A cut in interest rates would have “terrible” impact on pensions and savings and leave the Bank of England with limited options with which to tackle future economic turmoil.
This was the view of leading economists in the region on the eve of the next meeting of Monetary Policy Committee, wherein the Bank of England’s top economists are widely expected to announce a cut in interest rates to 0.25 per cent, a historic low.
The bank was predicted to make the cut last month but decided to maintain the 0.5 per cent level while strongly eluding that the cut would come this month.
Bank of England governor Mark Carney and his team hope the newly reducted rate will give the country’s economy a shot of confidence as markets continue to struggle following the UK’s historic decision to exit the European Union.
However a canvasing of opinion by The Yorkshire Post revealed little appetitie for the move, with experts warning of dangerous consequences if the bank reduces the rate any further than the level it has now been at for eight years.
Iain Clacher, associate professor of accounting and finance at Leeds University Business School, said: “The cutting of the base rate to 0.25 per cent is going to have a terrible impact on pensions and savings.
“For many, they are already receiving paltry rates of interest on their savings and this is only going to get worse, and for many in retirement who look to generate something from their savings while maintaining the value of their capital, the past eight years have been devastating.
“The other issue with this is that monetary policy and the setting of interest rates is a near exhausted policy. The cutting of rates means that there is little to no powder left in the Bank of England’s arsenal. Moreover, there is a real potential for inflation to come back and the policy remit of the Bank of England is inflation and interest rates. If inflation spikes interest rates will have to go up and while this is good for savers and pension funds, many who have borrowed at incredibly cheap rates may find they have over extended themselves and where we go then is yet another huge uncertainty to add into an already uncertain economic environment.”
Andrew Sentance, senior economic adviser at PwC and former MPC member, told The Yorkshire Post: “It is hard to see how a further cut in interest rates will help in this environment, except to push down the value of the pound still further - which would add to business costs and raise inflation.
“Consumers and businesses in Yorkshire would be better off it interest rates were kept stable while we assess the economic impacts of Brexit.
“The cutting of rates means that there is little to no powder left in the Bank of England’s arsenal.”
“The Bank of England should resist the pressure to make a token cut in interest rates which would not address the underlying reason for the downturn in confidence since the EU referendum result.”
Peter Hill, chief executive at Leeds Building Society: “Whilst this will be seen as good news for borrowers, savers will be further disappointed following over seven years of diminishing returns.”
However Martin Jenkins, practice senior partner at Deloitte in Yorkshire, sounded a more positive note in favour of a rate cut.
He said: “As the bank rate reflects the rate of return on risk-free investment, such as the interest offered on a cash ISA, a cut in rates should boost prices of riskier assets, such as equities and property, as investors look for higher returns through these investments.

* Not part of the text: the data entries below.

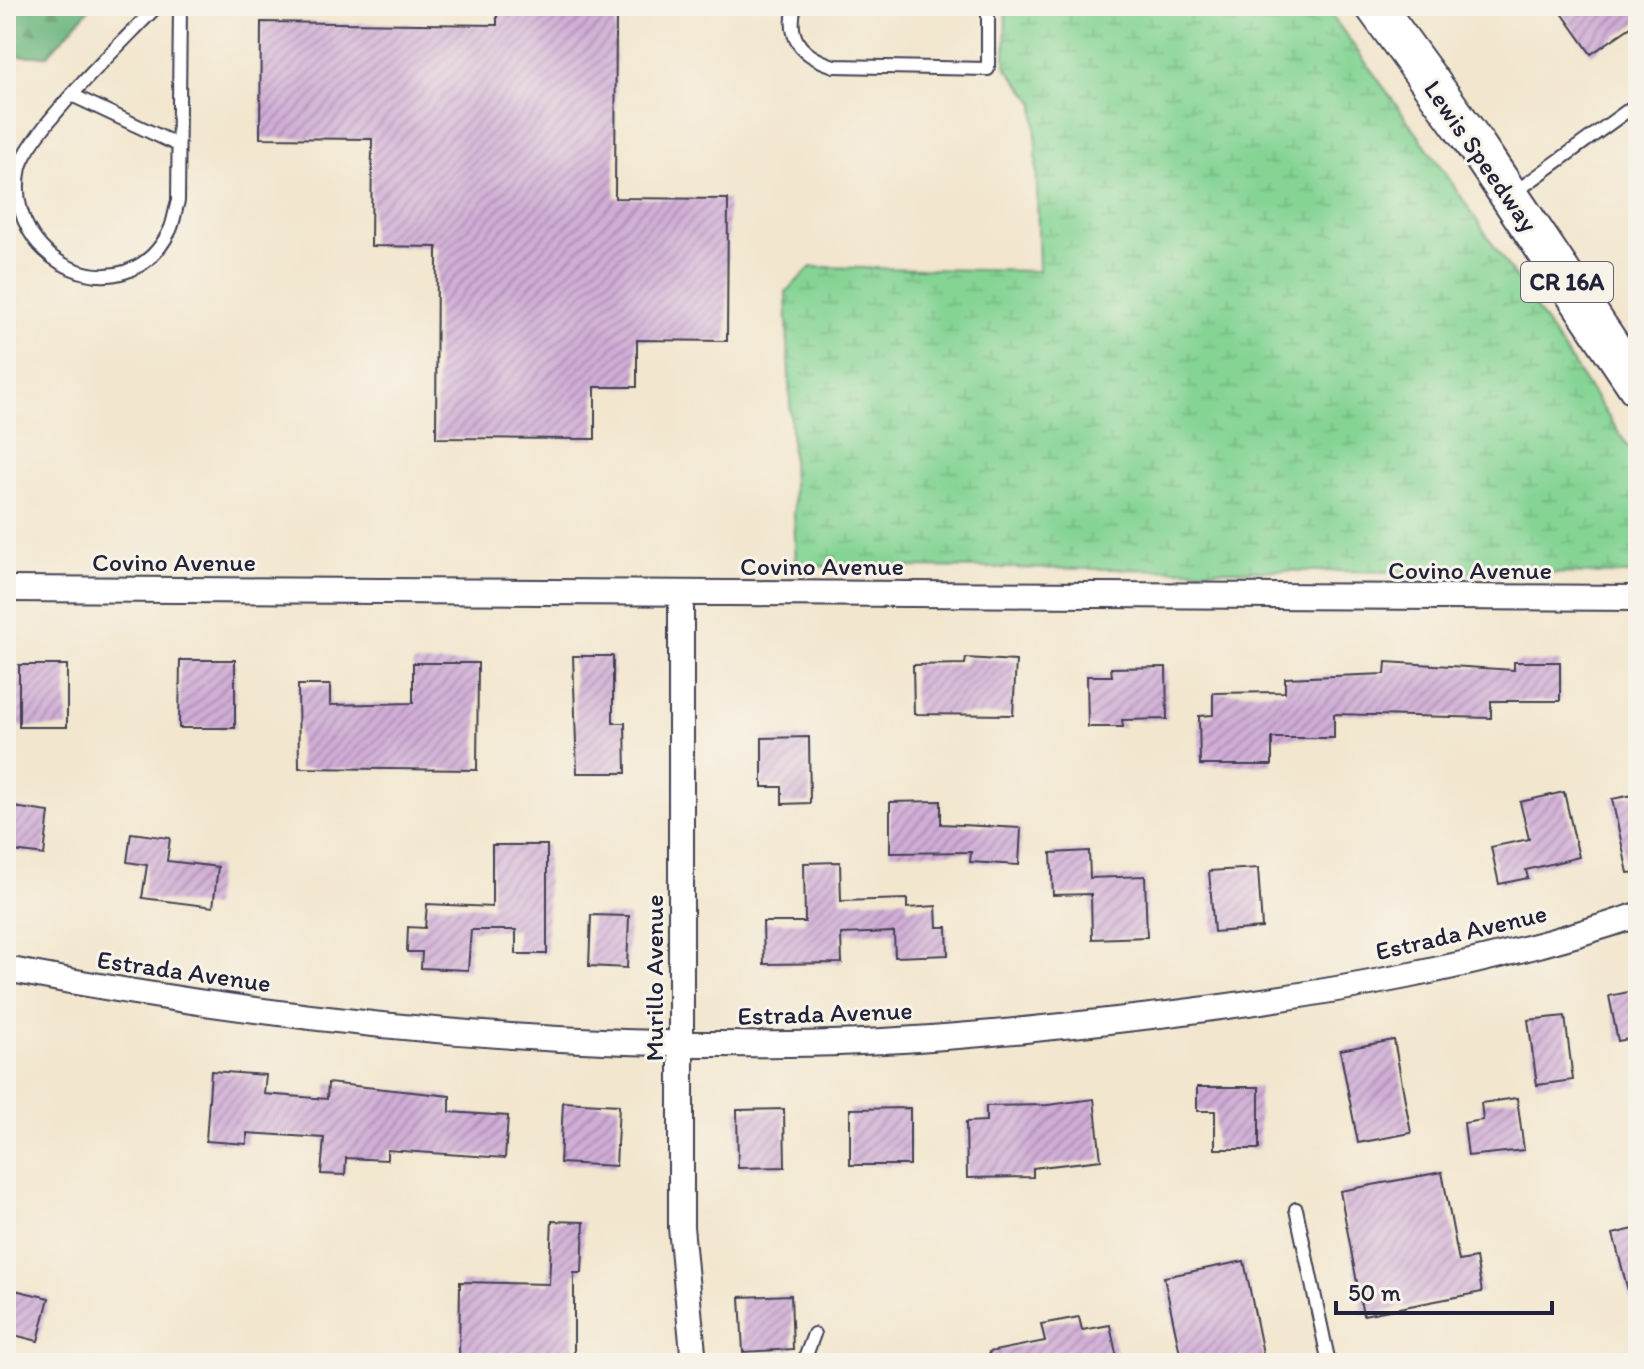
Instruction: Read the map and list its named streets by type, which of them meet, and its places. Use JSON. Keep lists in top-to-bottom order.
{
  "streets": {
    "main road": ["Lewis Speedway", "CR 16A"],
    "street": ["Covino Avenue", "Estrada Avenue", "Murillo Avenue"]
  },
  "crossings": [
    ["Covino Avenue", "Murillo Avenue"],
    ["Estrada Avenue", "Murillo Avenue"]
  ],
  "scale_bar": "50 m"
}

“But most importantly, a rate cut will signal to investors that the Bank stands ready to act on any perceived weakening of the economy or signs of turmoil in financial markets. At the least, this should support financial market stability and boost investor confidence in the UK economy.”
The news comes on the day that it was warned the Bank of England’s stress tests are “worse than useless”, and that British banks would buckle under the strain of a major economic shock.
A study by the Adam Smith Institute said the Bank’s stress tests are like a “ridiculously easy exam with a ludicrously low pass rate”, which disguises the ability of UK banks to cope with an economic blow on the scale of the 2008 financial crisis.
The report, which pinpoints 13 flaws in the stress test, said every single UK lender would currently fail “more rigorous” stress tests by the US Federal Reserve.